Tag Archive | "whisky Argentina"

Café de los Incas: A Whisky Haven in Argentina


When Miguel Angel Reigosa bought 50% of the Café de los Incas in 1993, he told his partner Jorge that his dream was to have the “largest display of whisky in Argentina”.

He made it.

Miguel Angel and all the whisky on display at his Villa Urquiza Whisky bar ‘Café de los Incas’. (Photo: Brian Funk)

In 2010, her majesty Queen Elizabeth II herself invited him to spend a few days in London for her birthday: by then, he had the largest private collection of whiskies in the world, and his bar, Café de los Incas, had become a mecca for whisky lovers throughout the southern hemisphere.

Nothing except whisky is displayed behind the bar. “It is the only alcohol I can drink,” Miguel admits candidly.

With its dark woods, low lights, scruffy carpet and a suited-up waiter pouring scotch ‘by the eye’, Café de los Incas is indeed the closest thing to a Caledonian pub you could ever set foot in here in Buenos Aires. The architecture itself is quintessentially British, with flashbacks to an old Victorian tavern.

Of the 260 varieties stocked in the bar, some hang on the walls resting in custom made illuminated lockers. These precious locked cases open only for the 3,200 members of the Argentine Malt Whisky Association (WMA) who can request imported rarities whilst enjoying a mouth-watering 40% discount.

Some members drink it straight, some on the rocks, some with William Wallace – a thermal mineral water specifically created and mineralized by the WMA to accompany whisky and now exported all over the world.

Tastings, appreciation courses and communal dinners are also on offer, where the most expensive variety of J&B could cost up to $1,000 per sip – but you can get away with paying $45 per glass for an excellent blend of Irish whisky.

The finest Argentine blend, the Criadores Breeders Choice, obviously features on the a la carte menu in this whisky academy, which also houses a replica of the first bottle of Jack Daniels; a Cuty Sark produced to celebrate the jubilee of Queen Victoria; a famous Grouse limited edition; a bottle of Old St. Andrews shaped like a golf ball; a 30-year old Ballantine or a 12-year old Macallan (but, yeah, you can just ask for a simple, unpretentious coffee)

A former importer of clocks and perfumes, Angel learned how to drink whisky in the United States during trips abroad. “My father bought me my first bottle. ‘Son,’ he told me, ‘the day you will start drinking, you’ve got to learn how to drink good stuff.’ Now the only thing I can drink is whisky,” he says.

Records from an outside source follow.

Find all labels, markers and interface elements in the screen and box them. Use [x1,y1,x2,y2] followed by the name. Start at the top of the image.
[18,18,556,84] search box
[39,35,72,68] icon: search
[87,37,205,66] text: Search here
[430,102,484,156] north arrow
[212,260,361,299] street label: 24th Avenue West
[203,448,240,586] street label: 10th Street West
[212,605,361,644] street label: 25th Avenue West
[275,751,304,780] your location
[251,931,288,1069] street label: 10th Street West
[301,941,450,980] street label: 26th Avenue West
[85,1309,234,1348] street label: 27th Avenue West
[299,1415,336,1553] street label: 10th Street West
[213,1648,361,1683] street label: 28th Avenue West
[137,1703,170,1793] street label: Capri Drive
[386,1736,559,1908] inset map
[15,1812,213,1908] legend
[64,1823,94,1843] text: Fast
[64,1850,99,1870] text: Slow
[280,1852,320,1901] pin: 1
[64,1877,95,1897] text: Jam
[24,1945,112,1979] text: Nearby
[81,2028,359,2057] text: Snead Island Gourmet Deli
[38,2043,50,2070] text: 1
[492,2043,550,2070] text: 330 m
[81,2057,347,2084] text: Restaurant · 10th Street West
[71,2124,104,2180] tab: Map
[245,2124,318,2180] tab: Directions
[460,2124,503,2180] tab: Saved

Precious Glenfarclas whisky (Photo: Brian Funk)

Angel founded the WMA in 1999 when, thanks to the convertibility regime, he could import bottles of whisky people had never seen before.

“I will always be thankful to this era,” he once wrote. “Otherwise it would have been impossible to have the quantity of bottles I now have in my private collection.”

Mundo Whisky, the television show he hosts on canal Metro every Sunday at midnight, is just a part of this ‘cultural’ revolution.

“We’re granted funds by the municipality to open a whisky museum because they consider us a cultural entity,” he confessed, rattling off a list of bar and pubs franchised to the WMA in Argentina.

Last December, the association organized the 8th National Festival of Whisky, and the perspectives for the future appear encouraging. “It is not only a Buenos Aires thing. We are ‘teaching whisky’ in Córdoba, El Calafate, Venado Tuerto (Santa Fe), Rosario, La Plata and Salta.”

“I wish Argentina had better whisky culture,” he gets off his chest. “Our problem is that we can’t make long-term plans, every ten years we have a crisis. It’s a shame as we have the finest ingredients in this country.”

In 2001, when the country collapsed, few Argentines were introduced to the whisky cult. Now, if the economy crushes again, Argentines can at least find consolation at Café de los Incas. After all, as the tradition goes, what was whisky created for, if not for being both medicine and antidote to sadness?